Hi, have some questions about sequence duplicates in ChIP-seq analysis:
a) When running fastQC on my samples, they give the error on 'Sequence duplication levels'. I'm going to use MACS2 as peak caller, but read in several places that MACS2 removes duplicates automatically. Does this means that I don't need to worry on removing duplicates with 'samtools rmdup' prior to mapping?
b) Some say we should remove duplicates because they are the result of PCR bias. This is the result of amplification step prior to sequencing. Others defend that these duplicates could be biological and so we shouldn't remove them. What do they mean by biological?
c) If we use a control sample (Input DNA) do we still need to remove duplicates?
That's interesting! I removed duplications by samtools rmdup while after peak calling using MACS2 I got the same results as that without remove duplications
So "since MACS2 will ignore them anyway you don't need to remove them."
So, I removed duplicates prior to macs2 ( with bbmap clumpify.sh option 'dedupe') cause I was curious of how many reads were left after removing duplicates in fastq files and by mistake I runned macs2 on both the files without duplicates and files with duplicates. It gave different number of peaks! If macs2 removes duplicates shouldn't the number of peaks be the same?
Then, what is most correct to use the files with or without duplicates?
Code follows below:
and results were:
Clumpify is removing duplicate reads, macs2 is removing duplicate alignments. You want the latter, not the former. Also any slight change in background noise will change a couple peak calls, which is all the change you're seeing.
Removing duplicate reads does not prevent duplicate alignements?
A unique read can align in multiple places. So read duplication and duplicate/multiple alignments are distinct.
thanks So, should I remove duplicate reads in case of chip-seq or is it like as rna-seq that is still on discussion?
A: Did you remove ChIP-seq duplicates
duplicated read in ChIP seq
I will also tag: ATpoint for an expert opinion.
Difficult to sort out what exactly caused the different peak numbers. By default if you do not choose
--keep-dup=all
, MACS will remove any duplicates as defined by same 5' ends prior to fragment pileup. I therefore assume that the alignment between the clumpified and non-clumpified files is slightly different. Maybe check what these different peaks are, perhaps they overlap with ENCODE blacklists or known problematic regions like centromers or the edges of chromosomes, and therefore should be excluded anyways or at least be de-emphasized. I always mark duplicates withsamblaster
and then remove them withsamtools
together with alignments of MAPQ < 20."macs2 is removing duplicate alignments" -> does this mean that it's analogous to do MAPQ filtering with samtools? Because I do this before calling peaks with MACS2 , but after reading this thread I am wondering if it's redundant. Thank you !
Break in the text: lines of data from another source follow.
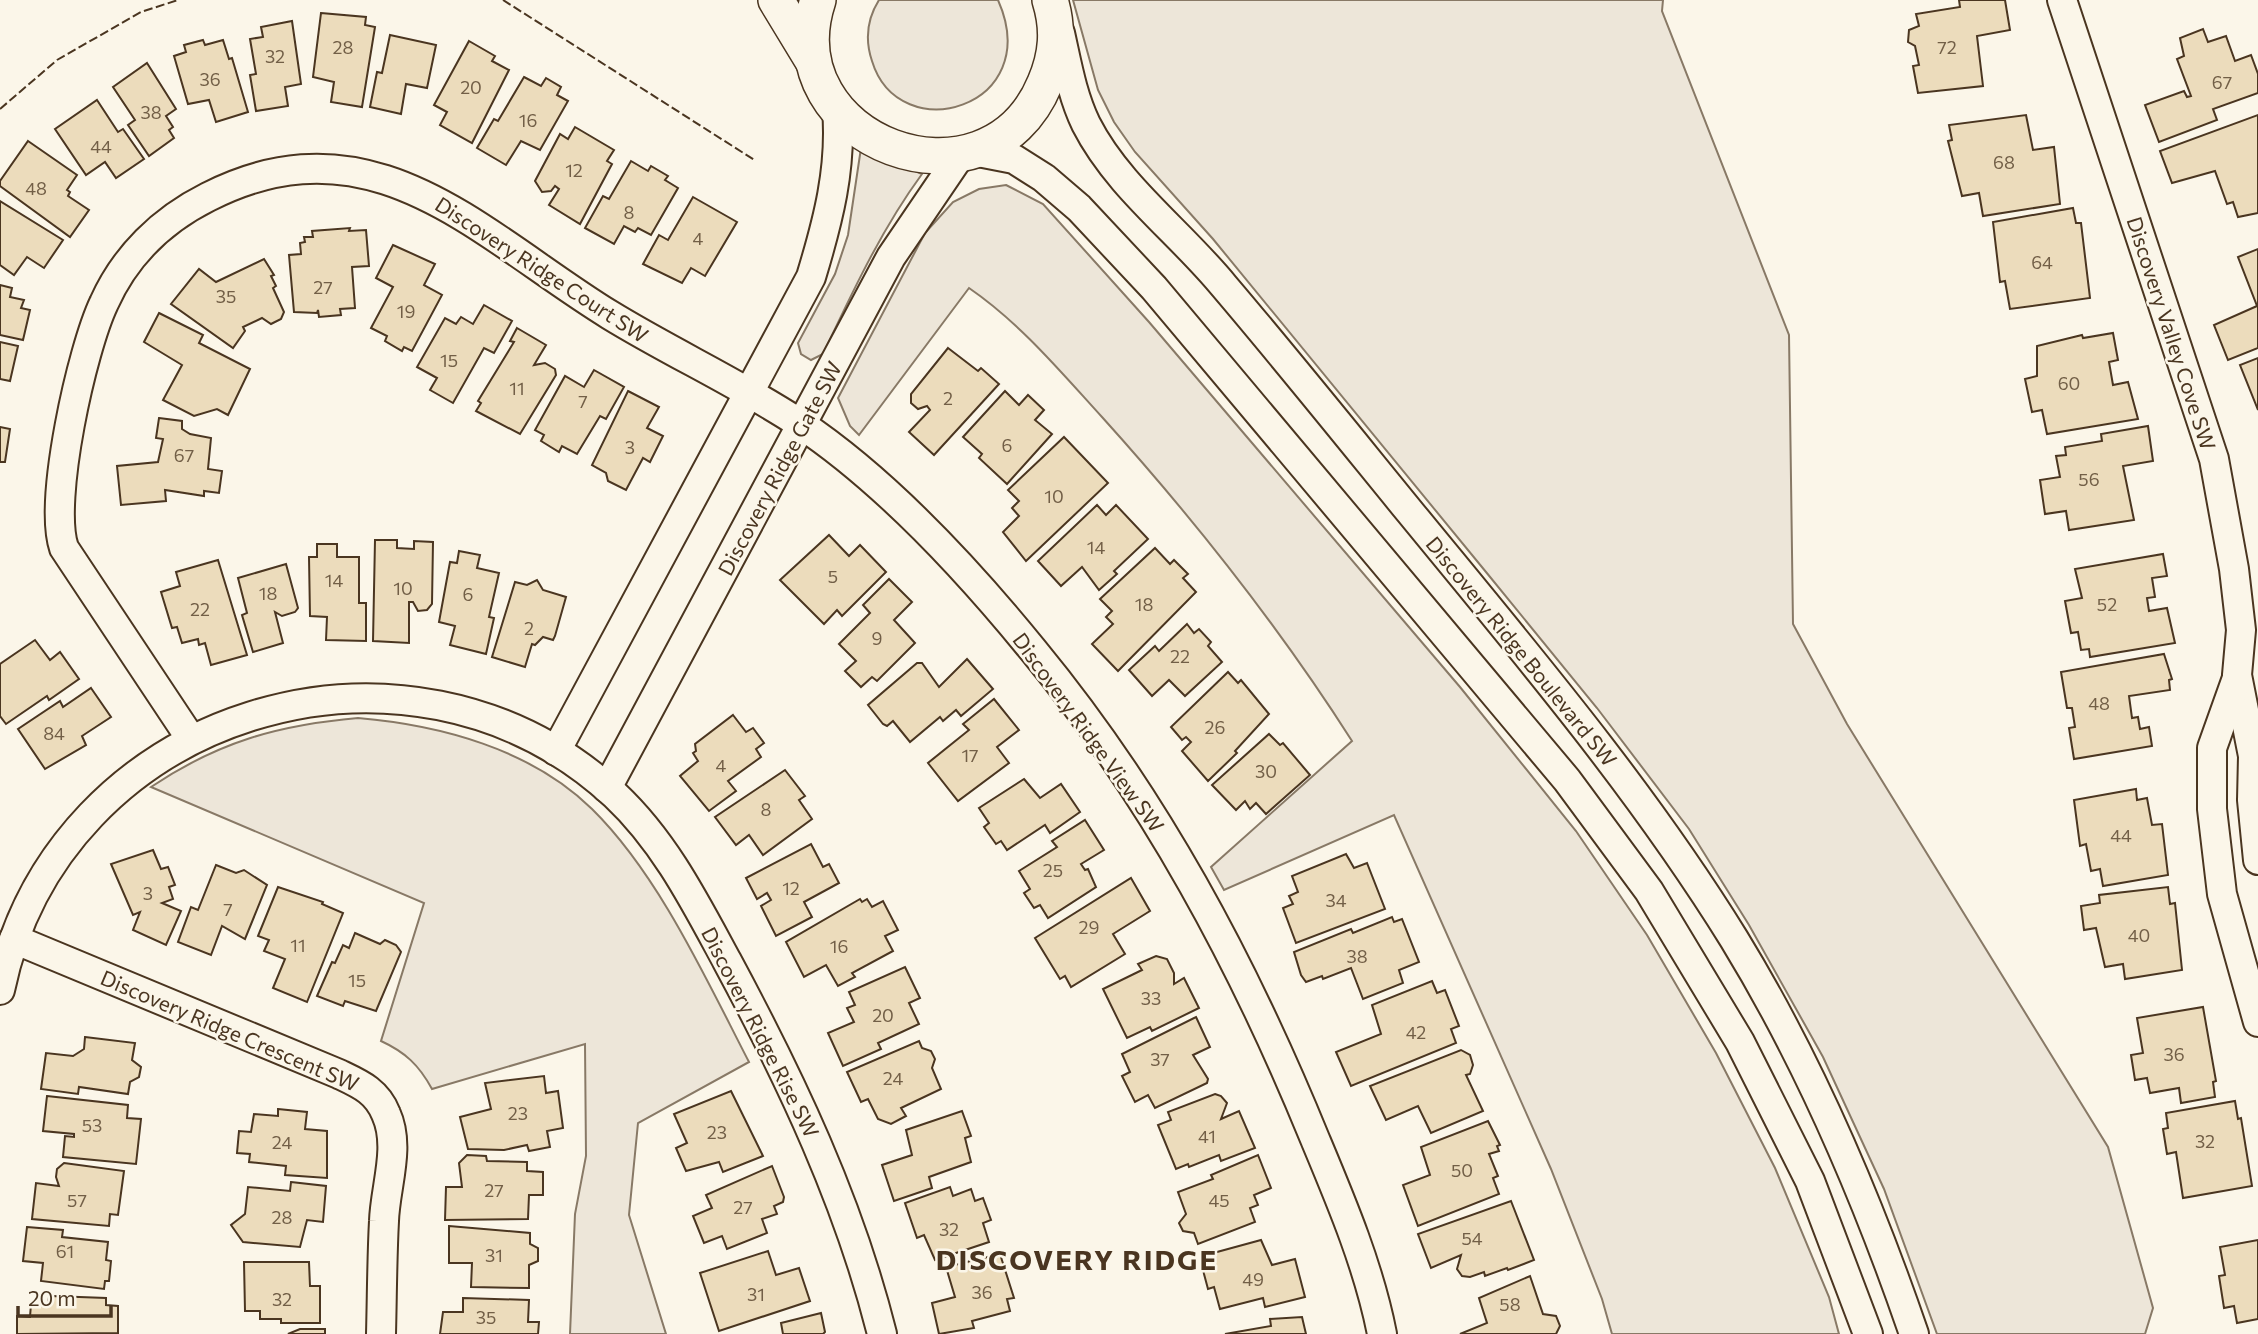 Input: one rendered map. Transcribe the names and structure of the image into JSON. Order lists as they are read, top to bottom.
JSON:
{
  "streets": {
    "street": [
      "Discovery Ridge Court SW",
      "Discovery Valley Cove SW",
      "Discovery Ridge Gate SW",
      "Discovery Ridge Boulevard SW",
      "Discovery Ridge View SW",
      "Discovery Ridge Crescent SW",
      "Discovery Ridge Rise SW"
    ]
  },
  "crossings": [
    ["Discovery Ridge Court SW", "Discovery Ridge Gate SW"],
    ["Discovery Ridge Court SW", "Discovery Ridge View SW"],
    ["Discovery Ridge Court SW", "Discovery Ridge Rise SW"],
    ["Discovery Ridge Gate SW", "Discovery Ridge View SW"],
    ["Discovery Ridge Gate SW", "Discovery Ridge Rise SW"],
    ["Discovery Ridge Crescent SW", "Discovery Ridge Rise SW"]
  ],
  "districts": ["DISCOVERY RIDGE"],
  "house_numbers": [
    "28",
    "72",
    "32",
    "36",
    "67",
    "20",
    "38",
    "16",
    "44",
    "68",
    "12",
    "48",
    "8",
    "4",
    "64",
    "27",
    "35",
    "19",
    "15",
    "60",
    "11",
    "2",
    "7",
    "6",
    "3",
    "67",
    "56",
    "10",
    "14",
    "5",
    "14",
    "10",
    "18",
    "6",
    "18",
    "52",
    "22",
    "2",
    "9",
    "22",
    "48",
    "26",
    "84",
    "17",
    "4",
    "30",
    "8",
    "44",
    "25",
    "12",
    "3",
    "34",
    "7",
    "29",
    "40",
    "11",
    "16",
    "38",
    "15",
    "33",
    "20",
    "42",
    "36",
    "37",
    "24",
    "23",
    "53",
    "23",
    "41",
    "32",
    "24",
    "50",
    "27",
    "57",
    "45",
    "27",
    "28",
    "32",
    "54",
    "61",
    "31",
    "49",
    "36",
    "31",
    "32",
    "58",
    "35"
  ],
  "scale_bar": "20 m"
}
I think you are mixing up things. Read duplicates are those read with the same start coordinate (single-end) or same start and end (paired-end). That means the sequence of the reads is identical. MAPQ refers to mapping quality, and a low MAPQ indicates that it is likely that one read maps equally to more than one location in the genome. It is reasonable to filter for a certain MAPQ as multimappers cannot reliably assigned to one single location. Read deduplication makes sense as duplicates can be due to PCR amplification. As one cannot reliably distinguish without the use of Unique Molecular Identifiers (UMI, as in single-cell RNA-seq for example) one typically removes all duplicates.
macs
does that by default but it can be turned off. macs does not filter for MAPQ though afaik. I always remove alignments with MAPQ < 20 before feeding into macs. Why 20, well because I saw 20 somewhere in a script when I was a newbie, can also be 10, 30 or 28. Different aligners assign different MAPQ scores, and different aligners also have different MAPQ maxima, so it is somewhat arbitrary. 20 is reasonable though I think.